Walking opens by announcing its bias. Thoreau says he wishes to speak a word for Nature, for absolute freedom and wildness, as against a merely civil freedom, and to regard a person as a part of Nature rather than a member of society. He admits this is an extreme statement made to balance the many champions of civilization.
From there he develops the art of walking, which he prefers to call sauntering. He plays with the word's derivation, from those who roved toward the Holy Land, to argue that a true walker is at home everywhere and bound nowhere. He claims he cannot keep his health unless he spends hours each day walking free of all worldly engagements, and he pities the shopkeepers who sit indoors from morning to night.
The essay's middle turns to direction. Thoreau notices that when he sets out without a destination he drifts toward the southwest, and he treats this private compass as a sign of a larger human tendency to move westward toward the wild and the future. The West, for him, is only another name for the Wild, and it is there that he locates hope, vigor, and what is still to be discovered.
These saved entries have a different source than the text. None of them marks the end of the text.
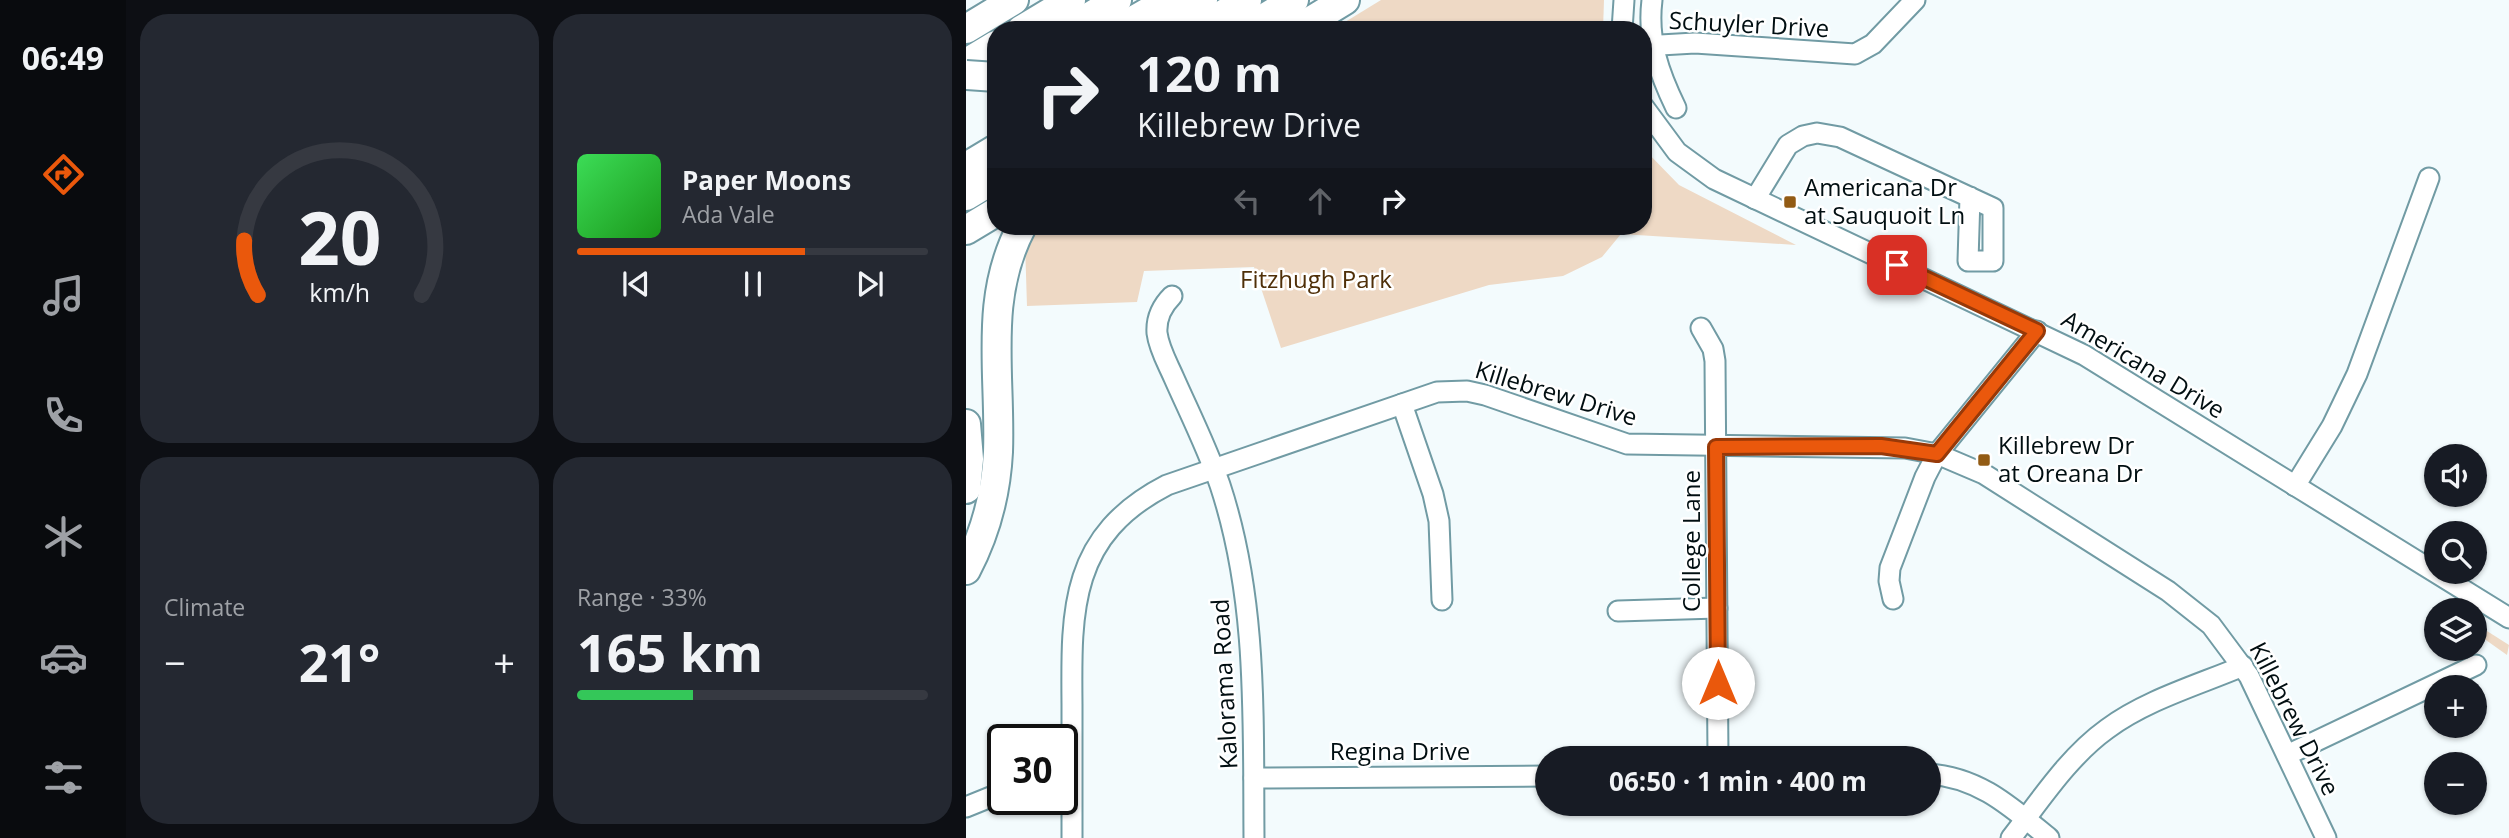 <!DOCTYPE html>
<html lang="en">
<head>
<meta charset="utf-8">
<style>
  body { margin:0; font-family:"Open Sans",sans-serif; background:#242831; color:#f1f3f6; height:100vh; display:flex; flex-direction:column; font-size:26px; white-space:nowrap }
  * { box-sizing:border-box; margin:0 }
  p { font-size:23px; color:#9ea1a6 }
  .icon { flex:none; width:38px; height:38px; fill:none; stroke:currentColor; stroke-width:2; stroke-linecap:round; stroke-linejoin:round }
  .map { position:relative; flex:1; overflow:hidden }
  .details { display:flex; flex-direction:column; gap:14px; padding:14px; background:#0d0f14; width:840px }
  .details>* { flex:none }
  .top-card { position:absolute; left:21px; top:21px; width:665px; height:214px; border-radius:28px; box-shadow:0 2px 5px #0004; background:#171b24; color:#f1f3f6; overflow:hidden }
  .buttons { position:absolute; left:1458px; top:444px; display:grid; gap:14px }
  .buttons a { display:grid; place-items:center; width:63px; height:63px; border-radius:50%; background:#171b24; box-shadow:0 2px 5px #0004; font-size:35px }
  .speed { position:absolute; left:21px; top:724px; display:flex; gap:14px; font-size:35px; font-weight:700; text-align:center }
  .speed>* { display:grid; place-content:center; width:91px; height:91px; border-radius:50%; background:#171b24; box-shadow:0 2px 5px #0004; line-height:1 }
  .speed .limit { border:4px solid #111; border-radius:10px; background:#fff; color:#111 }
  .pin { position:absolute; display:grid; place-items:center; width:60px; height:60px; color:#fff; margin:-30px; border-radius:14px; box-shadow:0 4px 10px #0006 }
  .me { position:absolute; width:77px; margin:-38px; rotate:0deg; stroke-linejoin:round; filter:drop-shadow(0 0 5px #0008) }
  .turn { display:flex; align-items:center; gap:24px; height:147px; padding:0 35px; font-size:32px }
  .turn .icon { width:91px; height:91px; stroke-width:2.5 }
  .turn b { display:block; font-size:49px; line-height:60px }
  .lanes { display:flex; align-items:center; height:66px; padding:0 35px; background:#0003; justify-content:center; gap:35px; direction:ltr }
  .lanes .off { opacity:.35 }
  .big { font-size:52px; font-weight:700; line-height:1.1 }
  .details .tile { flex:1; display:flex; flex-direction:column; justify-content:center; gap:10px; min-width:0; padding:0 24px; border-radius:28px; background:#242831 }
  .details .dial { align-items:center; gap:0 }
  .dial svg { height:182px; overflow:visible; fill:none; stroke:#363941; stroke-width:7; stroke-linecap:round; text-anchor:middle }
  .dial text { fill:#f1f3f6; stroke:none }
  .song { display:flex; align-items:center; gap:21px }
  .cover { width:84px; height:84px; border-radius:10px; background:linear-gradient(135deg,hsl(130 70% 55%),hsl(120 70% 35%)) }
  .played { height:7px; border-radius:4px; background:linear-gradient(90deg,#ea580c 65%,#363941 65%) }
  .keys { display:flex; justify-content:space-around; direction:ltr }
  .heat { display:flex; justify-content:space-between; align-items:center; font-size:38px; direction:ltr }
  .charge { height:10px; border-radius:5px; background:linear-gradient(90deg,#34c759 33%,#363941 0) }
  .details .tiles { flex:1; display:grid; gap:14px; grid-template-columns:repeat(2,1fr) }
  .trip { position:absolute; left:569px; top:746px; width:406px; height:70px; border-radius:35px; background:#171b24; box-shadow:0 2px 5px #0004; font-weight:700; line-height:70px; text-align:center }
  main { display:flex; flex:1; min-height:0 }
  .menu { display:flex; flex-direction:column; width:126px; justify-content:space-around; align-items:center; background:#090b0e; color:#9ea1a6 }
  .menu .icon { width:49px; height:49px }
  .menu .active { color:#ea580c }
  .menu b { font-size:32px; color:#f1f3f6 }
  .map>svg:first-child { display:block }
  .green { fill:#eed9c5 }
  .lines { fill:none; stroke-linecap:round; stroke-linejoin:round }
  .minor-casing { stroke:#719ba4; stroke-width:23 }
  .highway-casing { stroke:#719ba4; stroke-width:32 }
  .minor { stroke:#fff; stroke-width:19 }
  .highway { stroke:#fff; stroke-width:28 }
  .highway-bridge-casing { stroke:#719ba4; stroke-width:32; stroke-linecap:butt }
  .highway-bridge { stroke:#fff; stroke-width:28 }
  .route-casing { stroke:#983908; stroke-width:18 }
  .route { stroke:#ea580c; stroke-width:12 }
  .poi-dot { fill:#925b14; stroke:#fff; stroke-width:2.5 }
  .labels { text-anchor:middle; stroke-width:5; stroke-linejoin:round; paint-order:stroke }
  .street-label { font-size:24px; fill:#010e11; stroke:#fff }
  .poi-label { font-size:24px; fill:#010e11; stroke:#fff; text-anchor:start }
  .park-label { font-size:24px; fill:#4f2f08; stroke:#fff }
</style>
</head>
<body>
<main>
<nav class="menu">
<b>06:49</b>
<svg class="icon active" aria-label="directions" viewBox="0 0 24 24"><path d="M12 3l9 9-9 9-9-9zM9 14v-3h6M13 9l2 2-2 2"/></svg>
<svg class="icon" aria-label="music" viewBox="0 0 24 24"><path d="M9 18V5l10-2v13"/><circle cx="6" cy="18" r="3"/><circle cx="16" cy="16" r="3"/></svg>
<svg class="icon" aria-label="phone" viewBox="0 0 24 24"><path d="M5 4h4l2 5-3 2q2 4 5 5l2-3 5 2v4C11 20 4 13 5 4z"/></svg>
<svg class="icon" aria-label="climate" viewBox="0 0 24 24"><path d="M12 3v18M4 7l16 10M4 17L20 7"/></svg>
<svg class="icon" aria-label="car" viewBox="0 0 24 24"><path d="M5 17H2v-5l4-1 3-4h7l3 4 3 1v5h-3M9 17h6M6 11h13"/><circle cx="7" cy="17" r="2"/><circle cx="17" cy="17" r="2"/></svg>
<svg class="icon" aria-label="filters" viewBox="0 0 24 24"><path d="M4 7h16M4 17h16"/><circle cx="9" cy="7" r="2"/><circle cx="15" cy="17" r="2"/></svg>
</nav>
<section class="details">
<div class="tiles">
<div class="tile dial"><svg viewBox="0 0 100 80">
<path d="M14 69A42 42 0 1 1 86 69"/>
<path d="M14 69A42 42 0 0 1 8 45" stroke="#ea580c"/>
<text x="50" y="56" font-size="32" font-weight="700">20</text>
<text x="50" y="72" font-size="11">km/h</text>
</svg></div>
<div class="tile">
<div class="song"><i class="cover"></i><div><b>Paper Moons</b><p>Ada Vale</p></div></div>
<div class="played"></div>
<div class="keys"><svg class="icon" aria-label="previous" viewBox="0 0 24 24"><path d="M18 5L8 12l10 7zM5 5v14"/></svg><svg class="icon" aria-label="pause" viewBox="0 0 24 24"><path d="M8 5v14M16 5v14"/></svg><svg class="icon" aria-label="next" viewBox="0 0 24 24"><path d="M6 5l10 7-10 7zM19 5v14"/></svg></div>
</div>
<div class="tile"><p>Climate</p>
<div class="heat"><a>−</a><b class="big">21°</b><a>+</a></div>
</div>
<div class="tile"><p>Range · 33%</p><b class="big">165 km</b><div class="charge"></div></div>
</div>
</section>
<div class="map">
<svg width="1543" height="838" viewBox="0 0 1543 838">
  <rect width="100%" height="100%" fill="#f3fbfd"/>
  <g class="green">
    <path d="M415,0H638L637,30H366Z"/>
    <path d="M677,148L713,185L830,245L655,234L636,257L597,276L523,285L315,348L288,267L178,271L171,302L61,306L59,243L70,226H677Z"/>
    <path d="M1521,631L1543,645L1541,655L1517,638Z"/>
  </g>
  <g class="lines">
    <defs>
      <g id="minor">
        <path d="M686,0C681,40 693,73 710,108"/>
        <path d="M656,30L658,0"/>
        <path d="M677,46L729,43L889,54L907,44L949,0"/>
        <path d="M677,106L711,152L748,179L1118,355L1543,618"/>
        <path d="M789,199L822,145L837,136L851,133L874,137L1027,208V261H1002L1004,197"/>
        <path d="M206,296C196,306 190,318 191,333C193,349 202,364 208,378C224,414 241,448 254,485C292,600 287,719 288,838"/>
        <path d="M735,328L747,349L749,361L752,758"/>
        <path d="M436,404L467,494L473,521L476,600"/>
        <path d="M1329,486L1366,426L1391,374L1463,178"/>
        <path d="M927,599L923,581L924,568L959,477L971,454L1071,331"/>
        <path d="M652,611L751,608"/>
        <path d="M1321,755L1510,665"/>
        <path d="M962,774C1013,777 1045,807 1083,838"/>
        <path d="M288,778L581,776"/>
        <path d="M0,807L37,792"/>
        <path d="M106,838C106,793 106,749 106,704C105,609 104,535 201,485L471,392L501,391L519,395L661,444L939,448L971,454L1018,474L1202,591L1245,625L1283,676L1360,838"/>
        <path d="M1045,838C1074,801 1102,757 1141,729C1180,700 1232,685 1277,666"/>
      </g>
      <g id="highway">
        <path d="M0,29L48,0"/>
        <path d="M55,30L105,0"/>
        <path d="M102,30L151,0"/>
        <path d="M151,30L203,0"/>
        <path d="M188,30L237,0"/>
        <path d="M231,30L281,0"/>
        <path d="M279,30L328,0"/>
        <path d="M330,30L379,0"/>
        <path d="M0,63L30,45"/>
        <path d="M0,167L30,149"/>
        <path d="M0,196L30,178"/>
        <path d="M0,230L30,212"/>
        <path d="M0,424L3,459L0,489"/>
        <path d="M0,570C19,534 30,492 32,452C35,373 17,299 56,226"/>
      </g>
    </defs>
    <use href="#minor" class="minor-casing"/>
    <use href="#highway" class="highway-casing"/>
    <use href="#minor" class="minor"/>
    <use href="#highway" class="highway"/>
    <defs>
      <path id="highway-bridge" d="M0,75L30,77"/>
    </defs>
    <use href="#highway-bridge" class="highway-bridge-casing"/>
    <use href="#highway-bridge" class="highway-bridge"/>
  </g>
  <g class="lines">
    <defs>
      <path id="route" d="M752,683L750,447L915,446L971,454L1071,331L931,265"/>
    </defs>
    <use href="#route" class="route-casing"/>
    <use href="#route" class="route"/>
  </g>
  <g class="poi-dot">
    <rect x="817" y="195" width="14" height="14" rx="3.5"/>
    <rect x="1011" y="453" width="14" height="14" rx="3.5"/>
  </g>
  <g class="labels">
    <g class="street-label">
      <text transform="translate(783 25) rotate(3)" y="8">Schuyler Drive</text>
      <text transform="translate(1177 365) rotate(31)" y="8">Americana Drive</text>
      <text transform="translate(590 394) rotate(17)" y="8">Killebrew Drive</text>
      <text transform="translate(726 541) rotate(-90)" y="8">College Lane</text>
      <text transform="translate(259 684) rotate(-93)" y="8">Kalorama Road</text>
      <text transform="translate(1328 719) rotate(63)" y="8">Killebrew Drive</text>
      <text x="434" y="760">Regina Drive</text>
    </g>
    <g class="poi-label">
      <text x="838" y="196">Americana Dr<tspan x="838" dy="28">at Sauquoit Ln</tspan></text>
      <text x="1032" y="454">Killebrew Dr<tspan x="1032" dy="28">at Oreana Dr</tspan></text>
    </g>
    <g class="park-label">
      <text x="350" y="288">Fitzhugh Park</text>
    </g>
  </g>
</svg>
<div class="buttons">
<a><svg class="icon" aria-label="sound" viewBox="0 0 24 24"><path d="M4 9h4l5-4v14l-5-4H4zM17 9q2 3 0 6"/></svg></a>
<a><svg class="icon" aria-label="search" viewBox="0 0 24 24"><circle cx="10" cy="10" r="6"/><path d="M15 15l6 6"/></svg></a>
<a><svg class="icon" aria-label="layers" viewBox="0 0 24 24"><path d="M12 4l9 5-9 5-9-5zM3 14l9 5 9-5"/></svg></a>
<a>+</a>
<a>−</a>
</div>
<div class="speed"><div class="limit">30</div></div>
<div class="pin" style="left:931px;top:265px;background:#d93025"><svg class="icon" aria-label="arrive" viewBox="0 0 24 24"><path d="M6 21V4h12l-3 4 3 4H6"/></svg></div>
<svg class="me" style="left:752px;top:683px" viewBox="-20 -20 40 40"><circle r="19" fill="#fff"/><path d="M0-13L10 11 0 6-10 11z" fill="#ea580c"/></svg>
<div class="trip">06:50 · 1 min · 400 m</div>
<div class="top-card">
<div class="turn"><svg class="icon" aria-label="right" viewBox="0 0 24 24"><path d="M7 20v-9h11M14 6l5 5-5 5"/></svg><div><b>120 m</b>Killebrew Drive</div></div>
<div class="lanes"><svg class="icon off" aria-label="left" viewBox="0 0 24 24"><path d="M17 20v-9H6M10 6l-5 5 5 5"/></svg><svg class="icon off" aria-label="ahead" viewBox="0 0 24 24"><path d="M12 20V5M6 11l6-6 6 6"/></svg><svg class="icon" aria-label="right" viewBox="0 0 24 24"><path d="M7 20v-9h11M14 6l5 5-5 5"/></svg></div>
</div>
</div>
</main>
</body>
</html>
This leads to the book's most quoted thought: that in wildness is the preservation of the world. Thoreau argues that nations and individuals alike draw their strength from wild sources, that the tonics of life come from the forest and the swamp, and that an over-tamed culture grows weak. He praises the value of marshes, wild apples, and a knowledge that is closer to instinct than to the lecture hall.
Near the end he distinguishes a useful, beautiful ignorance from a conceited knowledge that robs a person of wonder, and he asks that we learn to live in the present and to bathe in atmospheres unknown to our feet. The essay closes on an autumn evening, the walkers sauntering toward their own Holy Land as a serene golden light promises a great awakening.